“ラブラドールが見つからない時は、大抵木の根本で眠っている事が多い”
そうカストル司教に教えて貰ってから、何回木の根本を探した事だろう。
ーあの人が、寒さに凍えているんじゃないかと心配で。
透明
『ラブラドール司教!』
まただ。
『どこに居るんですか!?返事をして下さい!』
呼びかけたところで、無駄な事は解っている。
また、ラブラドール司教がいなくなった。
その度にこうして俺は彼を探す。
カサリ。
彼が手入れしている庭の木々の葉も落ち始め、季節は秋から冬へと移り変わろうとしていた。
外はこんなに寒いのに。
それでも、きっと彼はいる。
『やっと見つけた…』
毎度の事に、溜息が漏れるのも仕方のない事だろう。
それでも、俺は懲りずに探してしまう。
何度でも。
これは俺の役目だ、と少しの優越感に似た幸せ浸りながら。
『………ラブラドール司教。

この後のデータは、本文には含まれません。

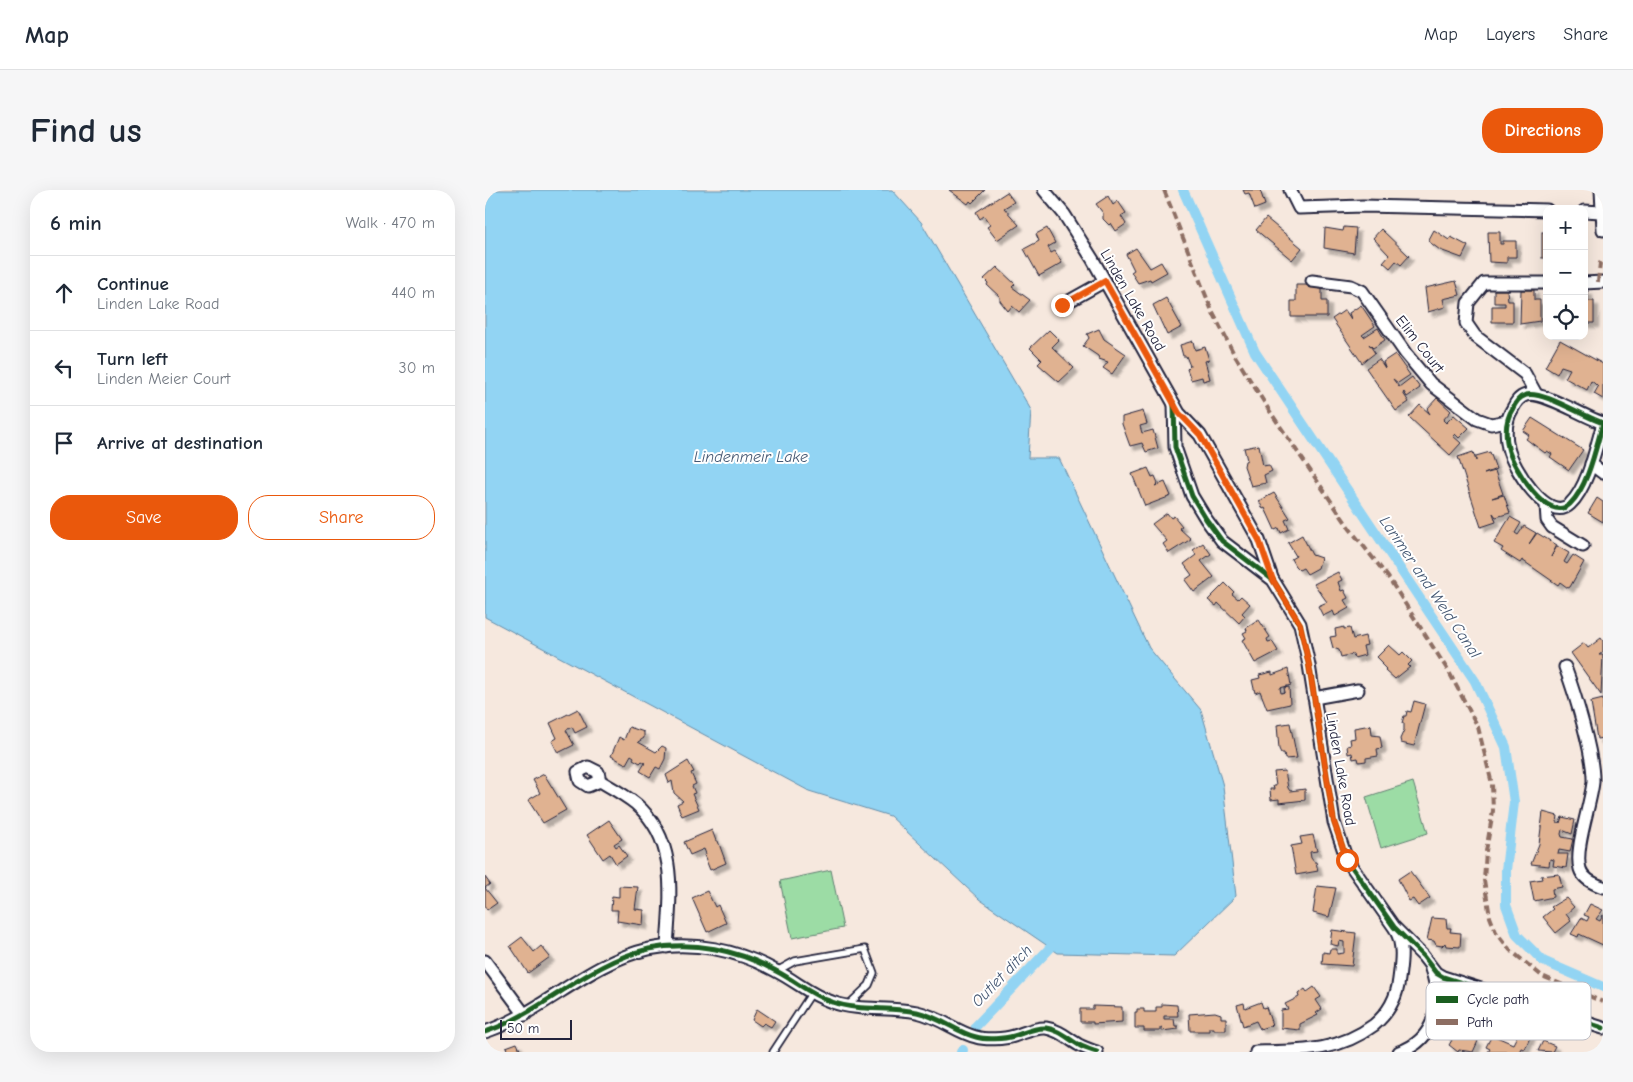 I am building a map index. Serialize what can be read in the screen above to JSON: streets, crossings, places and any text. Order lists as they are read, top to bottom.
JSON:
{
  "streets": {
    "street": ["Linden Lake Road", "Elim Court"]
  },
  "water": ["Lindenmeir Lake", "Larimer and Weld Canal", "Outlet ditch"],
  "legend": ["Cycle path", "Path"],
  "scale_bar": "50 m",
  "page": {
    "header": "Map",
    "nav": ["Map", "Layers", "Share"],
    "buttons": [
      "Directions",
      ["Save", "Share"]
    ],
    "title": "Find us",
    "heading": ["6 min", "Walk · 470 m"],
    "map_buttons": ["+", "−"],
    "list": [
      ["Continue", "Linden Lake Road", "440 m"],
      ["Turn left", "Linden Meier Court", "30 m"],
      "Arrive at destination"
    ],
    "scale": "50 m"
  }
} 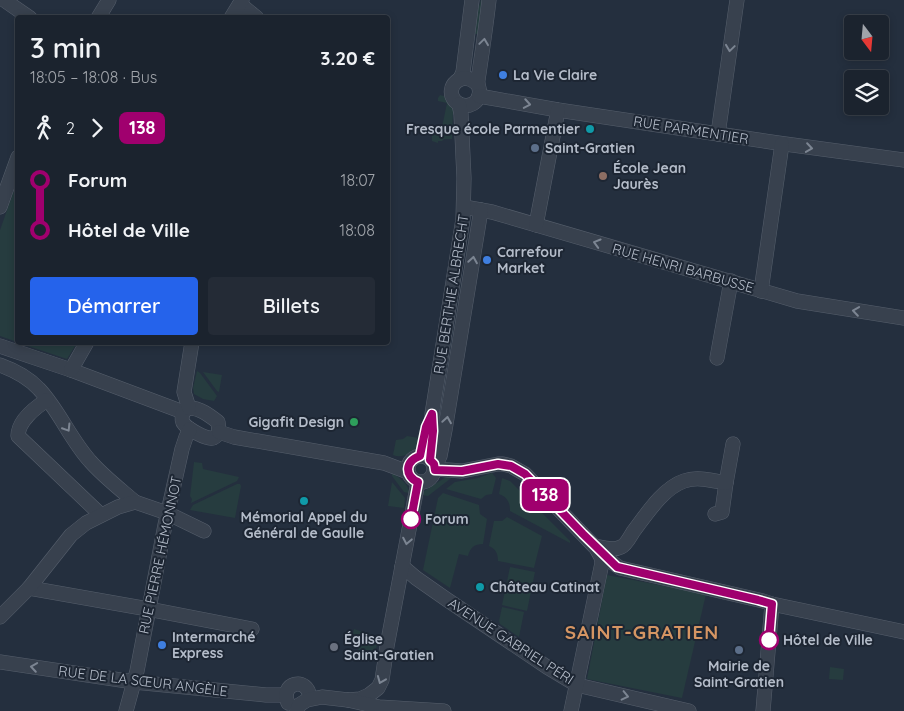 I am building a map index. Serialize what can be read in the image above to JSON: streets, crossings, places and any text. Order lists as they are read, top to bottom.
{
  "streets": {
    "street": [
      "RUE PARMENTIER",
      "RUE HENRI BARBUSSE",
      "RUE BERTHIE ALBRECHT",
      "RUE PIERRE HÉMONNOT",
      "AVENUE GABRIEL PÉRI",
      "RUE DE LA SŒUR ANGÈLE"
    ]
  },
  "crossings": [
    ["RUE PARMENTIER", "RUE BERTHIE ALBRECHT"],
    ["RUE HENRI BARBUSSE", "RUE BERTHIE ALBRECHT"],
    ["RUE PIERRE HÉMONNOT", "RUE DE LA SŒUR ANGÈLE"]
  ],
  "one_way": ["RUE PARMENTIER", "RUE HENRI BARBUSSE"],
  "districts": ["SAINT-GRATIEN"],
  "places": [
    "La Vie Claire",
    "Fresque école Parmentier",
    "Saint-Gratien",
    "École Jean Jaurès",
    "Carrefour Market",
    "Gigafit Design",
    "Mémorial Appel du Général de Gaulle",
    "Forum",
    "Château Catinat",
    "Hôtel de Ville",
    "Intermarché Express",
    "Église Saint-Gratien",
    "Mairie de Saint-Gratien"
  ],
  "lines": ["bus line 138"],
  "north": "bottom",
  "page": {
    "on_map": "138",
    "heading": ["3 min", "18:05 – 18:08 · Bus", "3.20 €"],
    "legs": ["2", "138"],
    "list": [
      {
        "name": "Forum",
        "value": "18:07"
      },
      {
        "name": "Hôtel de Ville",
        "value": "18:08"
      }
    ],
    "buttons": ["Démarrer", "Billets"]
  }
} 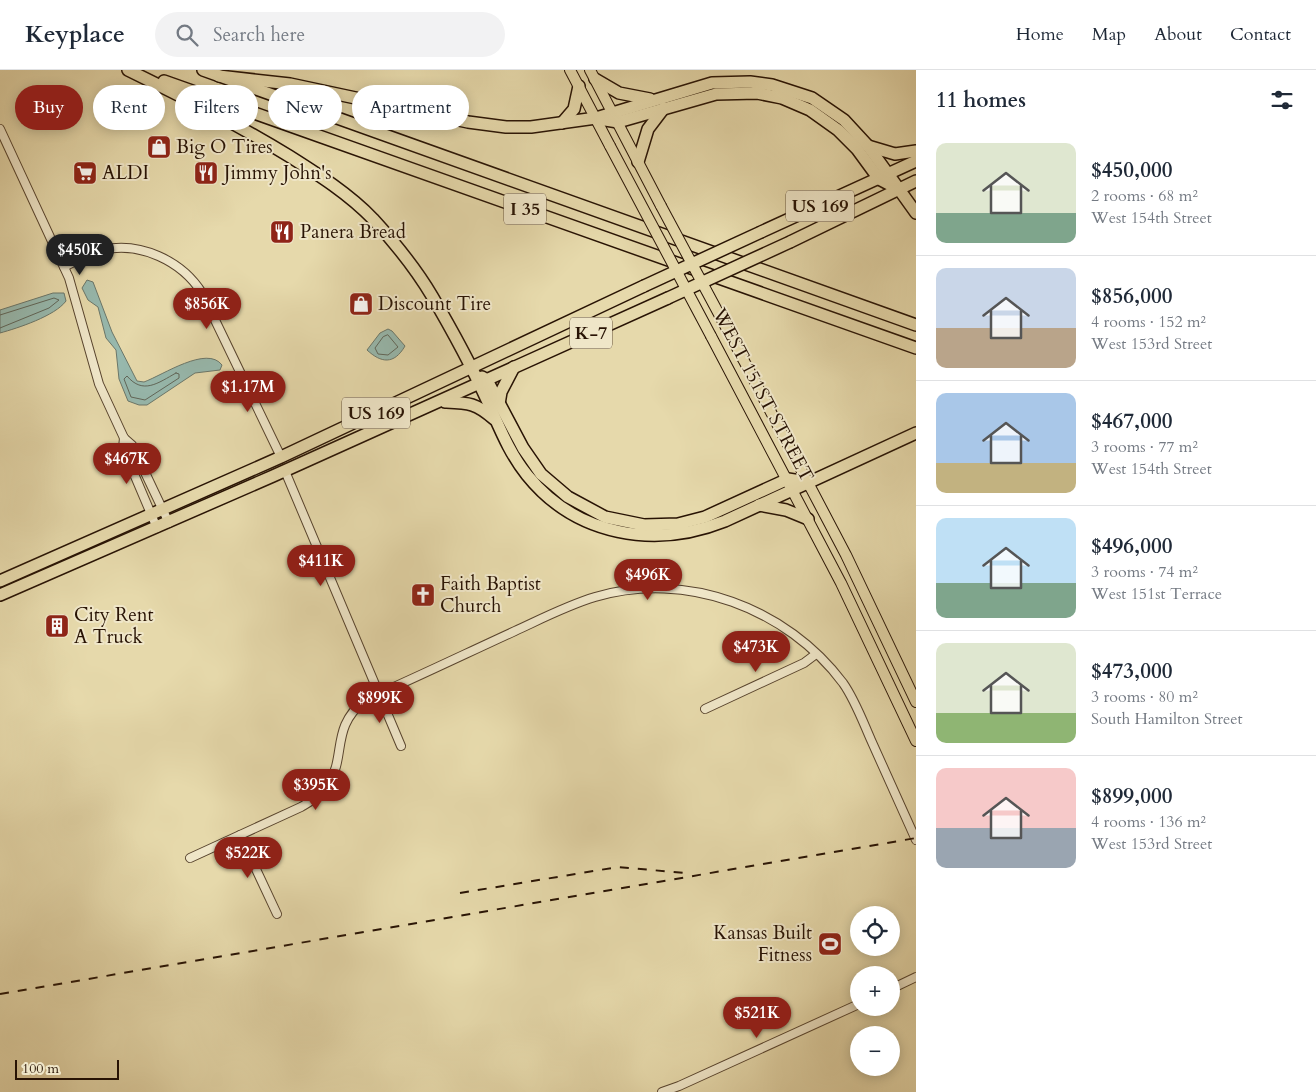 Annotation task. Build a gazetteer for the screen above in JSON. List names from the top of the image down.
{
  "streets": {
    "highway": ["US 169", "I 35", "K-7"],
    "main road": ["WEST 151ST STREET"]
  },
  "crossings": [
    ["US 169", "K-7"],
    ["US 169", "WEST 151ST STREET"]
  ],
  "places": {
    "shop": ["Big O Tires", "Discount Tire"],
    "supermarket": ["ALDI"],
    "restaurant": ["Jimmy John's", "Panera Bread"],
    "church": ["Faith Baptist Church"],
    "building": ["City Rent A Truck"],
    "sports": ["Kansas Built Fitness"]
  },
  "scale_bar": "100 m",
  "page": {
    "header": "Keyplace",
    "search": "Search here",
    "nav": [
      "Home",
      "Map",
      "About",
      "Contact"
    ],
    "heading": "11 homes",
    "chip": [
      "Buy",
      "Rent",
      "Filters",
      "New",
      "Apartment"
    ],
    "list": [
      {
        "name": "$450,000",
        "note": "2 rooms · 68 m² · West 154th Street"
      },
      {
        "name": "$856,000",
        "note": "4 rooms · 152 m² · West 153rd Street"
      },
      {
        "name": "$467,000",
        "note": "3 rooms · 77 m² · West 154th Street"
      },
      {
        "name": "$496,000",
        "note": "3 rooms · 74 m² · West 151st Terrace"
      },
      {
        "name": "$473,000",
        "note": "3 rooms · 80 m² · South Hamilton Street"
      },
      {
        "name": "$899,000",
        "note": "4 rooms · 136 m² · West 153rd Street"
      }
    ],
    "price": [
      "$450K",
      "$856K",
      "$1.17M",
      "$467K",
      "$411K",
      "$496K",
      "$473K",
      "$899K",
      "$395K",
      "$522K",
      "$521K"
    ],
    "map_buttons": ["+", "−"],
    "scale": "100 m"
  }
} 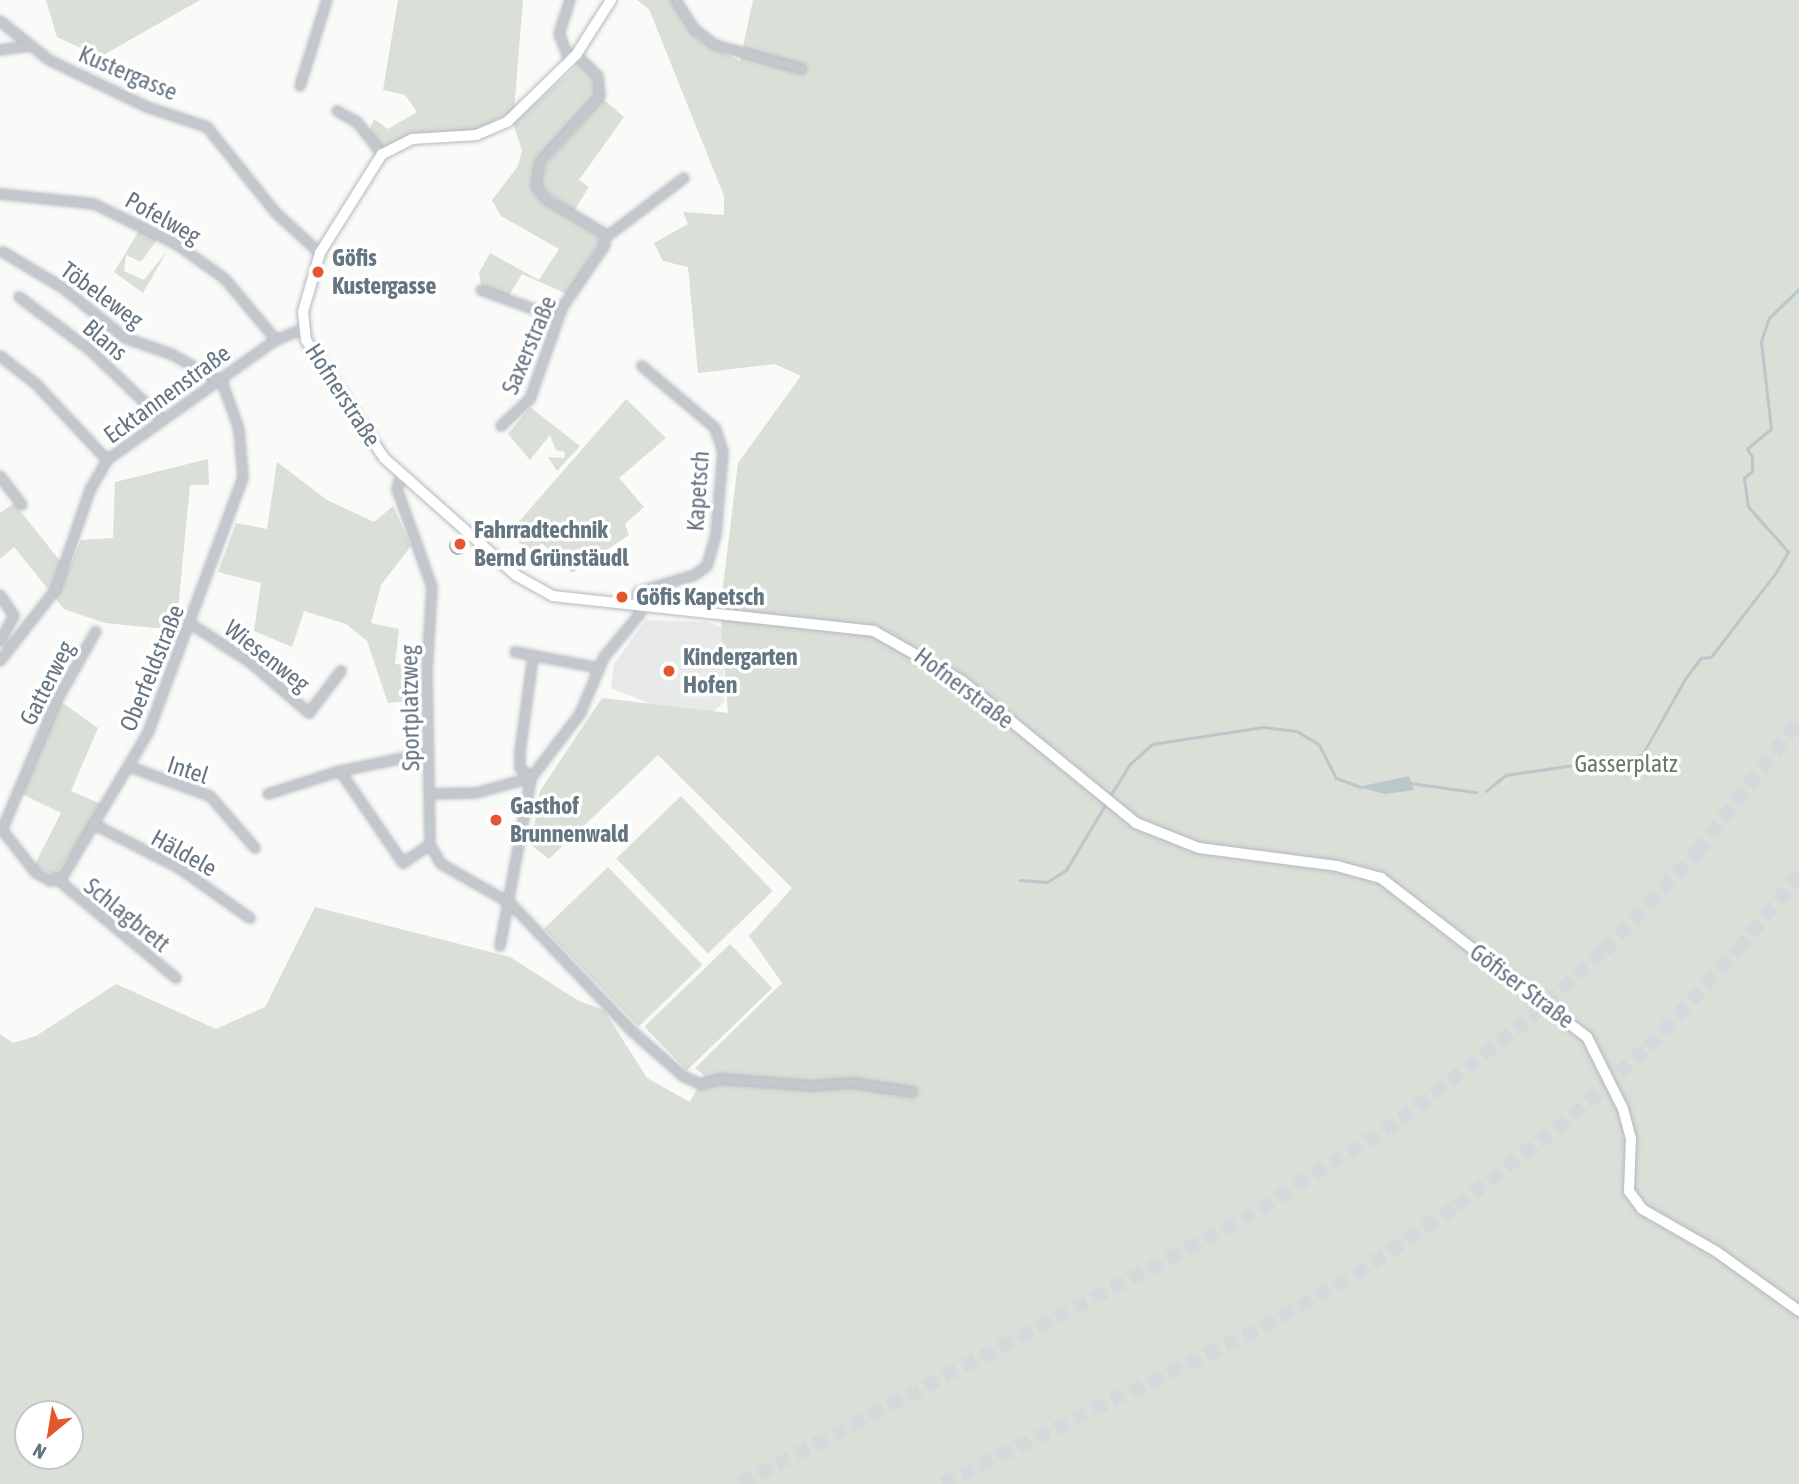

』
額にかかる髪にそっと触れ、静かにかきあげると、まるで天使の様な寝顔にドキリとする。
これも、毎回の事なのに。
それなのに、何度見ても見とれてしまう。
『う、ん……』
貴方は今、どんな夢を見ているのですか?
そっと頬に触れ、近づいてみる。
『貴方が誰を愛しているかなんて、解っているんです。でも…』
叶わない想いを抱いてしまった。
この人には好き合ってる人が居て、幸せそうな姿を何度も見てきた。
その度に胸がチクリと痛んだ。
駄目だと、無駄だと解っているのに。
『好きなんです。貴方が。知らなくてもいいー…知って困らせるのは解っているから。』
そっと、その額にキスをする。
『ごめんなさいー…』
一度だけ。
ただ、一度だけ。
こうして愛しい貴方に触れる事を許して下さい。
『好きです、ラブラドール司教…』
そして俺は、何事もなかったかの様にラブラドール司教を起こした。
『ぁ…、おはようウィーダ君……』
『おはようございます。』
『………何で泣いてるの??』
ー…馬鹿だ俺は。
自分が無意識に涙をこぼしていた事にも気づかずに、ただ眠る彼を見つめていた。
慌てて手で顔を覆う。
『なんでもありません、ラブラドール司教…』
『…ウィーダ君の涙は、綺麗だね。』
あぁ、
そんな顔で、微笑わないで。
好きです。
愛しています。
そしてこの想いは、永久に俺の心の奥深く、封印しましょう。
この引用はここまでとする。